4. Where will I be staying?
Lodging is in a house or cabin on Powdermill property. Participants may be required to share bedrooms with one another, but there will be individual beds for everyone. Participants will need to bring linens. Facilities include a common living area and a kitchen.
5. How is registration decided and confirmed?
Space is limited; therefore, priority will be given to those who sign up first.
6. When is payment due?
Payment is due when you purchase your ticket.
7. Can I be refunded?
If you are not able to attend due to unforeseen circumstances, we will refund your money in full if we are able to find another participant to take your place. In the event that we cannot find a replacement, we will refund half of your payment under reasonable extenuating circumstances.
8. Is there a waiting list?
Yes. If tickets for the workshop are sold out, email Jonathan Rice at email@example.com to be put on a waiting list.
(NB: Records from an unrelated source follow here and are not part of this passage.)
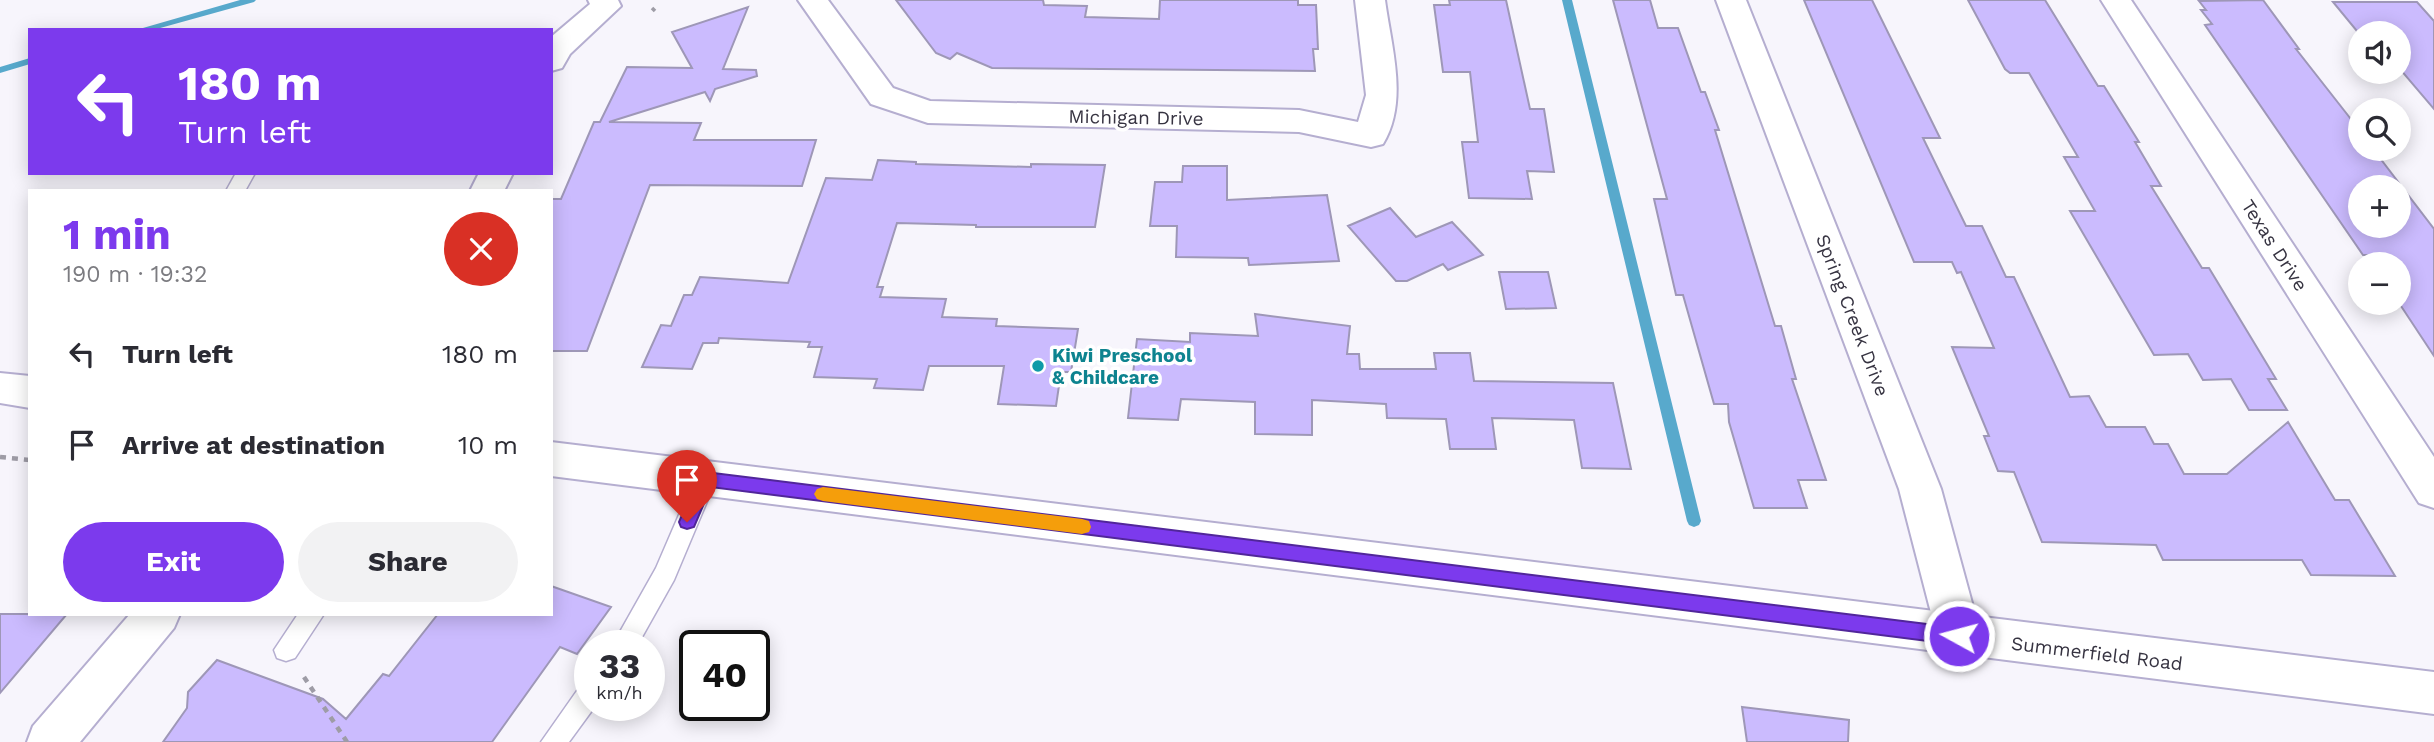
<!DOCTYPE html>
<meta charset="utf-8">
<style>
:root{--surface:#fff;--page:#f2f2f3;--text:#2b2b33;--muted:#7c7c81;--accent:#7c3aed}
body{margin:0;font-family:"Work Sans",sans-serif;background:var(--page);color:var(--text);height:100vh;display:flex;flex-direction:column;font-size:26px;white-space:nowrap}
*{box-sizing:border-box;margin:0}
p{font-size:23px;color:var(--muted)}
.icon{flex:none;width:38px;height:38px;fill:none;stroke:currentColor;stroke-width:2;stroke-linecap:round;stroke-linejoin:round}
.map{position:relative;flex:1;overflow:hidden}
.panel{position:absolute;left:28px;top:189px;width:525px;height:427px;display:flex;flex-direction:column;background:var(--surface);border-radius:0px;box-shadow:0 4px 18px #0003}
.panel>*{flex:none}
.banner{position:absolute;left:28px;top:28px;width:525px;height:147px;border-radius:0px;box-shadow:0 4px 18px #0003;background:#7c3aed;color:#fff;overflow:hidden}
.controls{position:absolute;left:2348px;top:21px;display:grid;gap:14px}
.controls a{display:grid;place-items:center;width:63px;height:63px;border-radius:50%;background:var(--surface);box-shadow:0 4px 18px #0003;font-size:35px}
.speed{position:absolute;left:574px;top:630px;display:flex;gap:14px;font-size:35px;font-weight:700;text-align:center}
.speed>*{display:grid;place-content:center;width:91px;height:91px;border-radius:50%;background:var(--surface);box-shadow:0 4px 18px #0003;line-height:1}
.speed small{font-size:18px;font-weight:400}
.speed .limit{border:4px solid #111;border-radius:10px;background:#fff;color:#111}
.pin{position:absolute;display:grid;place-items:center;width:60px;height:60px;color:#fff;margin:-72px -30px;border-radius:50% 50% 50% 0;rotate:-45deg;box-shadow:0 0 7px #0007}
.pin .icon{rotate:45deg}
.me{position:absolute;width:77px;margin:-38px;rotate:277deg;stroke-linejoin:round;filter:drop-shadow(0 0 5px #0008)}
.turn{display:flex;align-items:center;gap:24px;height:147px;padding:0 35px;font-size:32px}
.turn .icon{width:91px;height:91px;stroke-width:2.5}
.turn b{display:block;font-size:49px;line-height:60px}
.round{display:grid;place-items:center;flex:none;width:74px;height:74px;border-radius:37px;background:var(--page)}
.headline{display:flex;align-items:center;justify-content:space-between;height:119px;padding:0 35px}
h1{font-size:42px;font-weight:700;line-height:52px;color:var(--accent)}
.cta{display:flex;gap:14px;margin-top:auto;padding:14px 35px}
.cta a{flex:1;height:80px;border-radius:42px;background:var(--accent);color:#fff;font-size:28px;font-weight:700;line-height:80px;text-align:center}
.cta a+a{background:var(--page);color:var(--text)}
ul{padding:0;list-style:none}
li{display:flex;align-items:center;gap:21px;height:91px;padding:0 35px}
li div{flex:1}
li b{display:block;font-size:26px}
li em{font-style:normal}
.map>svg:first-child{display:block}
.lines{fill:none;stroke-linecap:round;stroke-linejoin:round}
.stream{fill:#58a9cc;fill-rule:evenodd}
.building{fill:#cbbbfe;stroke:#9e97b7;stroke-width:2;fill-rule:evenodd}
.lane-casing{stroke:#b5aed0;stroke-width:3}
.street-casing{stroke:#b5aed0;stroke-width:4}
.secondary-casing{stroke:#b5aed0;stroke-width:4}
.path-far1{stroke:#9e9ca6;stroke-width:3.5;stroke-dasharray:4.5 4.5;stroke-linecap:butt}
.path{stroke:#9e9ca6;stroke-width:4.5;stroke-dasharray:6 6;stroke-linecap:butt}
.lane{fill:#fff;fill-rule:evenodd}
.street{fill:#fff;fill-rule:evenodd}
.secondary{fill:#fff;fill-rule:evenodd}
.route{fill:#7c3aed;stroke:#51269a;stroke-width:2}
.slow{fill:#f59e0b}
.culture-dot{fill:#0f9aa8;stroke:#fff;stroke-width:2.5}
.labels{text-anchor:middle;stroke-width:7;stroke-linejoin:round;paint-order:stroke}
.street-label{font-size:19px;fill:#363341;stroke:#fff}
.culture-label{font-size:19px;font-weight:bold;fill:#0d838f;stroke:#fff;text-anchor:start}
</style>
<div class="map">
<svg width="2434" height="742" viewBox="0 0 2434 742">
<rect width="100%" height="100%" fill="#f7f5fc"/>
<g class="lines">
<!-- stream -->
<path class="stream" d="M240,0H256L254,2L153,30H136Z
M1562,0H1572L1701,521L1699,525L1694,527L1689,525L1687,521Z
M30,58V64L0,73V67Z"/>
</g>
<!-- building -->
<path class="building" d="M896,0H1043L1044,5L1087,6L1085,17L1159,19L1160,0H1298V5H1316L1318,49H1313L1315,71L992,68L957,53L950,59L936,53Z
M1449,0H1506L1530,109H1544L1554,172L1527,171L1532,199L1469,198L1462,142H1478L1470,72H1443L1434,5H1450Z
M1613,0H1650L1658,28H1678L1701,92H1705L1719,130H1715L1775,326H1781L1796,379H1792L1826,480H1798L1807,508H1754L1729,422L1728,404H1714L1683,295H1676L1654,199H1667Z
M1804,0H1872L1940,138H1923L1966,226H1982L2006,277H2014L2070,397L2089,396L2106,427H2145L2154,444H2168L2184,474H2227L2288,422L2335,500H2349L2395,576L2311,575L2302,560H2163L2156,545L2042,542L2014,472L1998,471L1984,436H1989L1952,347L1994,348L1961,272L1957,273L1952,262H1914Z
M1968,0H2045L2098,86H2104L2139,142H2135L2161,186H2151L2202,268H2209L2276,379H2268L2287,410H2249L2231,379L2203,380L2188,354L2154,355L2070,211H2095L2064,157H2078L2029,73H2010L2005,69Z
M2263,0L2299,49H2296L2361,132V149H2373L2434,229V356L2399,303V264H2373L2367,255H2363L2205,25L2212,24L2201,10H2206L2199,1ZM2361,187H2399V226H2361Z
M2333,2H2417L2434,21V109L2399,68V33H2361V36Z
M748,7L723,69L756,70L757,76L715,89L710,101L705,92L609,122L701,123L694,140H816L802,186L650,185L587,351H551V199H561L594,122H600L627,67L692,68L672,32Z
M878,160L916,162V164L1031,167V164L1105,165L1095,227H976V225L897,223L877,287H883L880,297L946,299L942,317L997,319L996,326L1078,329L1071,372H1061L1056,406L998,404L1004,366H929L923,390L874,388L877,379L814,377L822,347H808L810,342L719,338L718,343H703L692,369L642,367L661,325L671,326L684,295H692L700,277L788,283L826,178L872,180Z
M1183,166H1227V200L1327,195L1339,261L1249,265L1248,258L1176,257L1177,226H1150L1155,182H1182Z
M1390,208L1416,237L1452,222L1483,255L1448,270L1443,264L1407,281H1396L1348,226Z
M1499,272H1548L1556,308L1506,309Z
M1255,314L1350,326L1347,354H1359L1360,369H1436L1434,353H1470L1474,381L1613,383L1631,469L1582,468L1574,420L1492,418L1496,449H1450L1446,419L1387,418L1386,404L1312,400V435L1255,434V402L1181,399L1178,420L1128,418L1137,339L1190,342V333L1258,336Z
M551,586L611,607L577,654L560,647L492,742H163L187,708L188,692L217,660L323,699L346,719L383,674L389,676L438,614H551Z
M0,614H67L0,693Z
M1742,707L1849,720L1848,742H1747Z"/>
<g class="lines">
<!-- lane casing -->
<g class="lane-casing">
<path id="lane" d="M236,173H255L245,191H226Z
M705,471L713,473L716,480L674,580L637,646H612L656,568L697,473Z
M298,614H324L295,658L286,661L277,658L274,650Z
M590,681V705H596L569,742H541L581,685Z"/>
</g>
<!-- street casing -->
<g class="street-casing">
<path id="street" d="M588,0H618L621,6L570,54L562,68L551,71V37L590,4Z
M798,0H828L893,88L930,101L1299,110L1358,122L1366,95L1355,0H1385C1391,46 1409,101 1383,144L1371,147L1299,132L928,123L871,104Z
M1716,0H1746L1941,489L1981,636L1975,650L1959,656L1943,650L1937,636L1899,489Z
M2101,0H2131L2434,457V508L2419,503Z
M479,173H513L504,191H470Z
M130,614H180L174,628L80,742H27L33,726Z"/>
</g>
<!-- secondary casing -->
<g class="secondary-casing">
<path id="secondary" d="M0,373L30,376V408L0,403Z
M551,442L2434,672V714L551,476Z"/>
</g>
<!-- path-far1 -->
<path class="path-far1" d="M652,8L655,11"/>
<!-- path -->
<path class="path" d="M0,457L30,460
M304,677L347,742"/>
<!-- lane -->
<use href="#lane" class="lane"/>
<!-- street -->
<use href="#street" class="street"/>
<!-- secondary -->
<use href="#secondary" class="secondary"/>
</g>
<!-- route -->
<path class="route" d="M705,472L1959,628L1965,630L1968,636L1965,642L1959,645L711,487L694,527L687,529L681,527L679,522L697,480L699,474Z"/>
<!-- slow -->
<path class="slow" d="M823,487L1082,519L1089,521L1091,527L1089,532L1082,534L823,501L817,499L814,494L817,489Z"/>
<!-- markers -->
<circle class="culture-dot" cx="1038" cy="366" r="7"/>
<g class="labels">
<!-- street labels -->
<g class="street-label">
<text transform="translate(1136 117) rotate(1)" y="7">Michigan Drive</text>
<text transform="translate(2275 245) rotate(57)" y="7">Texas Drive</text>
<text transform="translate(1853 315) rotate(69)" y="7">Spring Creek Drive</text>
<text transform="translate(2097 653) rotate(7)" y="7">Summerfield Road</text>
</g>
<!-- culture labels -->
<g class="culture-label">
<text x="1052" y="362">Kiwi Preschool<tspan x="1052" dy="22">&amp; Childcare</tspan></text>
</g>
</g>
</svg>
<div class="controls">
<a><svg class="icon" aria-label="sound" viewBox="0 0 24 24"><path d="M4 9h4l5-4v14l-5-4H4zM17 9q2 3 0 6"/></svg></a>
<a><svg class="icon" aria-label="search" viewBox="0 0 24 24"><circle cx="10" cy="10" r="6"/><path d="M15 15l6 6"/></svg></a>
<a>+</a>
<a>−</a>
</div>
<div class="speed"><div>33<small>km/h</small></div><div class="limit">40</div></div>
<div class="pin" style="left:687px;top:522px;background:#d93025"><svg class="icon" aria-label="arrive" viewBox="0 0 24 24"><path d="M6 21V4h12l-3 4 3 4H6"/></svg></div>
<svg class="me" style="left:1959px;top:636px" viewBox="-20 -20 40 40"><circle r="17" fill="#7c3aed" stroke="#fff" stroke-width="3"/><path d="M0-11L8 9 0 5-8 9z" fill="#fff"/></svg>
<div class="banner">
<div class="turn"><svg class="icon" aria-label="left" viewBox="0 0 24 24"><path d="M17 20v-9H6M10 6l-5 5 5 5"/></svg><div><b>180 m</b>Turn left</div></div>
</div>
<section class="panel">
<div class="headline"><div><h1>1 min</h1><p>190 m · 19:32</p></div><a class="round" style="background:#d93025;color:#fff"><svg class="icon" aria-label="close" viewBox="0 0 24 24"><path d="M6 6l12 12M18 6L6 18"/></svg></a></div>
<ul>
<li><svg class="icon" aria-label="left" viewBox="0 0 24 24"><path d="M17 20v-9H6M10 6l-5 5 5 5"/></svg><div><b>Turn left</b></div><em>180 m</em></li>
<li><svg class="icon" aria-label="arrive" viewBox="0 0 24 24"><path d="M6 21V4h12l-3 4 3 4H6"/></svg><div><b>Arrive at destination</b></div><em>10 m</em></li>
</ul>
<div class="cta"><a>Exit</a><a>Share</a></div>
</section>
</div>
Folks on our waiting list are given advanced notice of the next workshop and first access to ticket sales.
9. Who are the instructors?
Lucas DeGroote, Avian Reseach Coordinator, Powdermill Avian Research Center
Jonathan Rice, Urban Bird Conservation Coordinator, Carnegie Museum of Natural History
Todd Alleger, Agroecology Project Coordinator, Willistown Conservation Trust
Alison Fetterman, Bird Conservation Associate, Willistown Conservation Trust
10. What about internet access?
There is wireless internet in the lodging, nature center, and at the Avian Research Center.
11. How about cell phones?
There is very little cell phone reception on the reserve, but you can connect by driving a short distance (~1 mile) away. The phones in the cabins make local calls only; you may want to bring a calling card if you wish to use the cabin phone for calls out of the area.
12. Can I bring a guest?
No, sorry. Space is very limited and thus only parties interested in utilizing Motus technology are expected to attend the workshop.